An experimental and theoretical investigation of instabilities in hypersonic flat plate boundary layer flow.

Authors: Wendt, V., Simen, M., Hanifi, A.
Document Type: Article
Pubstate: Published
Journal: Phys. Fluids
Volume: 7   877-887
Year: 1995


As part of an investigation on hypersonic boundary layer transition, the first successful instantaneous hot-wire and fluctuating pressure measurements have been conducted in the Ludwieg tube facility of DLR at a free-stream Mach number of M/sub infinity /=5. The disturbance amplitudes (root-mean-square (RMS) values) of the fluctuations of Pitot pressure and mass flow are smaller than the values measured in conventional, i.e., continuously driven or blowdown, hypersonic wind tunnels.
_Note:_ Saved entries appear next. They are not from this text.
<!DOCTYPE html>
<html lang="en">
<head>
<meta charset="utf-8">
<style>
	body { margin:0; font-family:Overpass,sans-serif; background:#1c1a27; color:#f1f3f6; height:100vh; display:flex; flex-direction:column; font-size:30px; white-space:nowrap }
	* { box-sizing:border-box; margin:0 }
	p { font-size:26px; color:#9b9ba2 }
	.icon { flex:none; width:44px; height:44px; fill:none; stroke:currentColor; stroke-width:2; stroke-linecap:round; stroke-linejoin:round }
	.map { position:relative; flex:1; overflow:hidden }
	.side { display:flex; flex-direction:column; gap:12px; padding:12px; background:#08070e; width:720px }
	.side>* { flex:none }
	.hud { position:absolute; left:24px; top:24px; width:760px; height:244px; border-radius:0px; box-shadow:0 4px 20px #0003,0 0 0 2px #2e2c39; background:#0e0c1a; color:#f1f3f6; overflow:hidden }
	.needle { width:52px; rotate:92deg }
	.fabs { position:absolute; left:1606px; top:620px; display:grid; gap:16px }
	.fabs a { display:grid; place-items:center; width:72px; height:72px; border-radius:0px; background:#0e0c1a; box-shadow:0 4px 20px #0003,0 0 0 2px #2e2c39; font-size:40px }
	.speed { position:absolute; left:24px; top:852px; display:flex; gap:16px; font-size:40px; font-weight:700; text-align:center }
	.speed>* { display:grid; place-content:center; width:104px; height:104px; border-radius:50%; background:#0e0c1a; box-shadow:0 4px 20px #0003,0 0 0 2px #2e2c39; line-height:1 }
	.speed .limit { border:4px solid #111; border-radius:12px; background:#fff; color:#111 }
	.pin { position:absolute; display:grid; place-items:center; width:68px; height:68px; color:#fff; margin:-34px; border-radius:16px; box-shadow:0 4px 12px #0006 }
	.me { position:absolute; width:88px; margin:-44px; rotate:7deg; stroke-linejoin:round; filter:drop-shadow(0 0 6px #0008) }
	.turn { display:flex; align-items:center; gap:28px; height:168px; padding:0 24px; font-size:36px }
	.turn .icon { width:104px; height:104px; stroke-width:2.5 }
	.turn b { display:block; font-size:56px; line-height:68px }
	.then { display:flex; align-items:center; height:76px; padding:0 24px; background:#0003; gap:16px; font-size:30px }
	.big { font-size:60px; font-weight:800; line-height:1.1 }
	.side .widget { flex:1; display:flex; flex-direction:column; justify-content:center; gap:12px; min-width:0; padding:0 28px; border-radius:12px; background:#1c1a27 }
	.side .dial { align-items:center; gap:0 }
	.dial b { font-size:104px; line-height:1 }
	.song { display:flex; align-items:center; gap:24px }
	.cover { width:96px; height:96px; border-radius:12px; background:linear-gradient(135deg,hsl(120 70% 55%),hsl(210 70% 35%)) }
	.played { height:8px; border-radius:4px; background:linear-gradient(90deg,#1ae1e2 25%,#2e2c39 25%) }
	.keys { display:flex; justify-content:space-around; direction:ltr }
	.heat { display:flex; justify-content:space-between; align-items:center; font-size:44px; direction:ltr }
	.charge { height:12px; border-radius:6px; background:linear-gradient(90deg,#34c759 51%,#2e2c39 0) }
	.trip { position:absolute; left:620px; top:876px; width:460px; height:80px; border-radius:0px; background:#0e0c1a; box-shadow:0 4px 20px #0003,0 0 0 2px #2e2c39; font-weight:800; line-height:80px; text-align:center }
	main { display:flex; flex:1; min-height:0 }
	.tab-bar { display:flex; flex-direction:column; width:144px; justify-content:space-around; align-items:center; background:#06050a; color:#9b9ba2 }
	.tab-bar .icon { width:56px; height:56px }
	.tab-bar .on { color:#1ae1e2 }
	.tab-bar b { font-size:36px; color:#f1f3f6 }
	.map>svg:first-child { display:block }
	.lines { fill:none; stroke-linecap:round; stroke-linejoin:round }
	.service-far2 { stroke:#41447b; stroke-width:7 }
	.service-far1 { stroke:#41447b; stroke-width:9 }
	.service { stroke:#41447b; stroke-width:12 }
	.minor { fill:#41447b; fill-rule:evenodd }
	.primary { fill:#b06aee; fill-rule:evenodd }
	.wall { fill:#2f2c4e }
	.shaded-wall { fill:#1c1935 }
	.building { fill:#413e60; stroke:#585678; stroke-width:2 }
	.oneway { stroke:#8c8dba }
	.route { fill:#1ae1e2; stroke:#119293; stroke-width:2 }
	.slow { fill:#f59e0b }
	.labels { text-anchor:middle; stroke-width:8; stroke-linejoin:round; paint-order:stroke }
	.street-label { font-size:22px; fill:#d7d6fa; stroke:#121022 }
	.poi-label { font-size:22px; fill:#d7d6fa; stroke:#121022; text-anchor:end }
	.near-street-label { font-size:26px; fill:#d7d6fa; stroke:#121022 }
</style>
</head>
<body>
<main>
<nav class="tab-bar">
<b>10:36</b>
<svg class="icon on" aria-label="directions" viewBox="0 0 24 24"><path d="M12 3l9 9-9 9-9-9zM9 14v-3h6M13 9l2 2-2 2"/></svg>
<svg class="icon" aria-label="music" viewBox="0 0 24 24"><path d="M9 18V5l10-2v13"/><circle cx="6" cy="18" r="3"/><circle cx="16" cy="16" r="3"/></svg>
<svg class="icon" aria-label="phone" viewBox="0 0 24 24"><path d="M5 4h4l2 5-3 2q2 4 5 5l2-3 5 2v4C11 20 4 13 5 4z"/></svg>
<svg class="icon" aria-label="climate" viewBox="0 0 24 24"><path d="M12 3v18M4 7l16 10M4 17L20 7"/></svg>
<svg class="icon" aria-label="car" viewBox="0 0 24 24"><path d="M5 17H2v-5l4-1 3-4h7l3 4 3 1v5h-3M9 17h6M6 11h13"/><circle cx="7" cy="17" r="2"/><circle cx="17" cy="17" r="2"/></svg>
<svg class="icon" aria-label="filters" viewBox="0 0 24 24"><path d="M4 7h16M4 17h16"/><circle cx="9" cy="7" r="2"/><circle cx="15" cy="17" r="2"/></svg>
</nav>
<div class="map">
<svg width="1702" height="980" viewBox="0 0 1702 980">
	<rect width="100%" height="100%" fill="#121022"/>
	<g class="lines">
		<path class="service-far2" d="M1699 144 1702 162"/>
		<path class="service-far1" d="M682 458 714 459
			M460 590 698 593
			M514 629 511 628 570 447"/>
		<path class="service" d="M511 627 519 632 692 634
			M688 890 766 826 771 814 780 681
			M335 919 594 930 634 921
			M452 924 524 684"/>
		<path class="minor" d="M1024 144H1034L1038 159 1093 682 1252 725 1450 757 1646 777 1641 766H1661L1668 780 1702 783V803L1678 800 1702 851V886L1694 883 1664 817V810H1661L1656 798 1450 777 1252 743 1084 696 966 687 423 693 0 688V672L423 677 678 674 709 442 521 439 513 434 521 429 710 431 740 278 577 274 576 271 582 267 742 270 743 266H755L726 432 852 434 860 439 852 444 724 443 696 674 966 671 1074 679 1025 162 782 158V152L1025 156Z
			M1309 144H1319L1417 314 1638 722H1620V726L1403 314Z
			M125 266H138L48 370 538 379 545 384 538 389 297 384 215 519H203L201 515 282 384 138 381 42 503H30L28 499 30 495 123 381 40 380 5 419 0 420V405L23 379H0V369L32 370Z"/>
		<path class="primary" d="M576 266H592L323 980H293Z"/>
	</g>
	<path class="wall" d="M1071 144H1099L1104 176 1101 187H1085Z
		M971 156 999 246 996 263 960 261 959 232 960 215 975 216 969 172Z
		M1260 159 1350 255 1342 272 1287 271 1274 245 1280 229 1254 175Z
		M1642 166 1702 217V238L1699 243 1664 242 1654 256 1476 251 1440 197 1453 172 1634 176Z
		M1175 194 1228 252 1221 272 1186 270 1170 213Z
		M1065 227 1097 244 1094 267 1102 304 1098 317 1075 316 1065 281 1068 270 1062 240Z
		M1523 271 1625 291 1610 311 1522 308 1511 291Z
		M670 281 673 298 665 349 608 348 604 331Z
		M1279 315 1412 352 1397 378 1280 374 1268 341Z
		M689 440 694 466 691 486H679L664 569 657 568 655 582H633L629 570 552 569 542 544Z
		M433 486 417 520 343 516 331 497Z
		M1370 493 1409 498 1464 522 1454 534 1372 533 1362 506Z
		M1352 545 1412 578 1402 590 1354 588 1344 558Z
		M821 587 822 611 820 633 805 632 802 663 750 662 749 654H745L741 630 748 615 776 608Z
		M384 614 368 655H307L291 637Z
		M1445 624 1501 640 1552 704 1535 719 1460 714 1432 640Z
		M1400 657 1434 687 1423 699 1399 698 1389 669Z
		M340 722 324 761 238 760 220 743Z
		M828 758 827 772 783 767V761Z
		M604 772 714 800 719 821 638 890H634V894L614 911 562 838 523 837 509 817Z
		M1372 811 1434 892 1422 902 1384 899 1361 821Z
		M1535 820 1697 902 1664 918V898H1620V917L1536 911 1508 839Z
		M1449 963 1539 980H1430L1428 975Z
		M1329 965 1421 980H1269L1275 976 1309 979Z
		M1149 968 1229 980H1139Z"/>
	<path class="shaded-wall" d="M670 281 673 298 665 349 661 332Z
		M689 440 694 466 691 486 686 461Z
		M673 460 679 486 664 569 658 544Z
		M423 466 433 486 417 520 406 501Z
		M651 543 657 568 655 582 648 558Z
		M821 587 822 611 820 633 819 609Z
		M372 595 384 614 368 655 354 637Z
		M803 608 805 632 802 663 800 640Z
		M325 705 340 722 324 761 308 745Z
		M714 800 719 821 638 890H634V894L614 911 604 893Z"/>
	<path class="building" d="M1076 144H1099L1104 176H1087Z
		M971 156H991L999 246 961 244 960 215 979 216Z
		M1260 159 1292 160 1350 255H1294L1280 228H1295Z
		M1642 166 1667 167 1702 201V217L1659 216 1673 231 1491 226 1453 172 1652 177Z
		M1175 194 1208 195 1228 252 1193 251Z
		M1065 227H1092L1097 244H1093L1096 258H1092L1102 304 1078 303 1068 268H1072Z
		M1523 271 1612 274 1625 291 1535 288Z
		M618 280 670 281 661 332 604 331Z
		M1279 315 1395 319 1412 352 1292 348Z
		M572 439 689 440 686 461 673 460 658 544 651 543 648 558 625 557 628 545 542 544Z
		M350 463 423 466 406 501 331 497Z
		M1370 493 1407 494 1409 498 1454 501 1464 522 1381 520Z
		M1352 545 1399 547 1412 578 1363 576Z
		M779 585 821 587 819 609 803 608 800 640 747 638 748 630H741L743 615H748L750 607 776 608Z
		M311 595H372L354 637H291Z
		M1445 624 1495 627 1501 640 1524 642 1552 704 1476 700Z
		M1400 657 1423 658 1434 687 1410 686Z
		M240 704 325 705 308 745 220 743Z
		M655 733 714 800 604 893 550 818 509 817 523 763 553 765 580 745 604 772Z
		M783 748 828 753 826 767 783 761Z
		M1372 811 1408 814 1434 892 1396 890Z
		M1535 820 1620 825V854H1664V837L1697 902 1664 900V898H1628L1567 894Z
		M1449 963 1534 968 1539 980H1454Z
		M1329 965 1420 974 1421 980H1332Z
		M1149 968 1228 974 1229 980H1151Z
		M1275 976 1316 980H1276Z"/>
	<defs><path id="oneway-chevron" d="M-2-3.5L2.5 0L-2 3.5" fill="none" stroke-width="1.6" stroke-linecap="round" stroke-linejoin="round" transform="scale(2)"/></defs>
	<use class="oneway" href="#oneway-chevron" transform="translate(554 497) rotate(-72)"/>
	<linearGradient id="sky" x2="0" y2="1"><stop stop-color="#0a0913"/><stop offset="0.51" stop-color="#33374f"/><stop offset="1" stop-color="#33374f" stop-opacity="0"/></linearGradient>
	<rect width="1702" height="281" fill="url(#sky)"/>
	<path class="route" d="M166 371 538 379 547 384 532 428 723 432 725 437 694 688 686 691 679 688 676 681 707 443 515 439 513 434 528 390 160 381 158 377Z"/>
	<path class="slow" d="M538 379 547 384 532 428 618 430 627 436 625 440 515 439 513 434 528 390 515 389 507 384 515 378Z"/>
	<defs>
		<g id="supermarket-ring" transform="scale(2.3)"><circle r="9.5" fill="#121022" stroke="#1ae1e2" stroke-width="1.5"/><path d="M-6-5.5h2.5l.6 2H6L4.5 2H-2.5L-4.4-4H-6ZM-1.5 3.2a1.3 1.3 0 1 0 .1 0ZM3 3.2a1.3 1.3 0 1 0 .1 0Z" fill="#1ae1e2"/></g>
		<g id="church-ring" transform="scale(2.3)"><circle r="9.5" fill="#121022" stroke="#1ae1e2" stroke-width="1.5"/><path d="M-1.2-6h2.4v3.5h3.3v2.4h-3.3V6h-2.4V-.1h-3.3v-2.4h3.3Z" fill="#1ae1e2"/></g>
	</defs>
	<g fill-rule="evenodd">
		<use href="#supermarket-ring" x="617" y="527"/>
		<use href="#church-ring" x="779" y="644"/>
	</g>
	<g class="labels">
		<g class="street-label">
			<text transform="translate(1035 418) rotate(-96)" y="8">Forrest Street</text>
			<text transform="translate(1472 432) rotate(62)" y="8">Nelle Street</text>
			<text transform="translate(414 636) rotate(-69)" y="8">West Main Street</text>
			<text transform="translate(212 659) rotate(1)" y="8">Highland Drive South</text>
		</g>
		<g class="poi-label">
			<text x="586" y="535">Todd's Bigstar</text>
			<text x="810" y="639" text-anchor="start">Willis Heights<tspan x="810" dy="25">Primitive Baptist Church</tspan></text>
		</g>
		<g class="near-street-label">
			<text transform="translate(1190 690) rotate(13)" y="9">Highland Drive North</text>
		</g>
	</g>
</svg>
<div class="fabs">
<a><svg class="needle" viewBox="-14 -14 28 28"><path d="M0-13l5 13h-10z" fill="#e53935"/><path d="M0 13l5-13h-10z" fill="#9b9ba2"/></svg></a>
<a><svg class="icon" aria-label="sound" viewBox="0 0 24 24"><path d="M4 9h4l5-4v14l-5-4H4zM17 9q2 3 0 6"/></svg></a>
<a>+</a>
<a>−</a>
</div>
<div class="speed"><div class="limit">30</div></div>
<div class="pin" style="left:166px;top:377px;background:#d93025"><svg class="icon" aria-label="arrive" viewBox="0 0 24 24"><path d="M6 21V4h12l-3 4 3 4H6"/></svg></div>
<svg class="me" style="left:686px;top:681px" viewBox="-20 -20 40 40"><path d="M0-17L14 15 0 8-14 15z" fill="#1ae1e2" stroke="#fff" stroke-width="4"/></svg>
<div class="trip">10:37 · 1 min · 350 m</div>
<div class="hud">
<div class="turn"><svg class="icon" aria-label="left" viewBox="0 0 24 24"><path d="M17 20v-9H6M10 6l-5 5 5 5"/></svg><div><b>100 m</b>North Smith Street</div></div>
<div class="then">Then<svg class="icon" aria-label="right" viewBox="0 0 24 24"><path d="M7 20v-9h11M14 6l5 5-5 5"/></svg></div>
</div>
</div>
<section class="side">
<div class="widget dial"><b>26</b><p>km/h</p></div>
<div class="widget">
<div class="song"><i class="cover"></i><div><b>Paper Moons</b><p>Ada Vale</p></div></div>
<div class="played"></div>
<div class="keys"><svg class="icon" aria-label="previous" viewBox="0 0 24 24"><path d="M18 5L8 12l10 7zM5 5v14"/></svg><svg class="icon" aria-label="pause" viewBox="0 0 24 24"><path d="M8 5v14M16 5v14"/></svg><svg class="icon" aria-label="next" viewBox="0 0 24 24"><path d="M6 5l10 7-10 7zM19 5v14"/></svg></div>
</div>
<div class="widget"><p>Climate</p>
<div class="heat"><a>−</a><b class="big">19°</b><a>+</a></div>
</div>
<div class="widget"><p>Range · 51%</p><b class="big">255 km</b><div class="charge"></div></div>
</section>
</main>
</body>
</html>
Hot-wire measurements in the laminar boundary layer on a flat plate in the same wind tunnel at Mach 5 did not show the expected dominance of high-frequency second mode instabilities, predicted by linear stability theory and found in other experiments. On the other hand, the growth of natural disturbances within a broad frequency band up to 50 kHz could be observed on the flat plate. The measured amplification rates are in good agreement with theoretical results for three-dimensional first mode disturbances. The theoretical investigations were based on a local and nonlocal instability analyses of similarity profiles for flat plate boundary layer flow at M/sub infinity /=5. Whereas the local analysis is limited to parallel model flows, nonlocal analysis additionally takes into account the nonparallel basic flow and the nonuniform disturbance flow evolution. Surprisingly, the first rather than second mode instability wave growth is found to be dominant in the Ludwieg tube experiment. This result deviates from measurements obtained in other wind tunnels. It indicates that not only transition locations but also instability wave growth for hypersonic boundary layer flows are strongly dependent on the disturbance environment of the individual wind tunnel. Due to the very low initial, high-frequency disturbance amplitude level in the free stream of the Ludwieg tube, second mode instabilities may not grow to significant values or not be present at all. As such a free-stream disturbance spectrum can also be expected under free-flight conditions, the Ludwieg tube may be a suitable wind tunnel to adequately simulate boundary layer flow transition along smooth surface, hypersonic flight vehicles.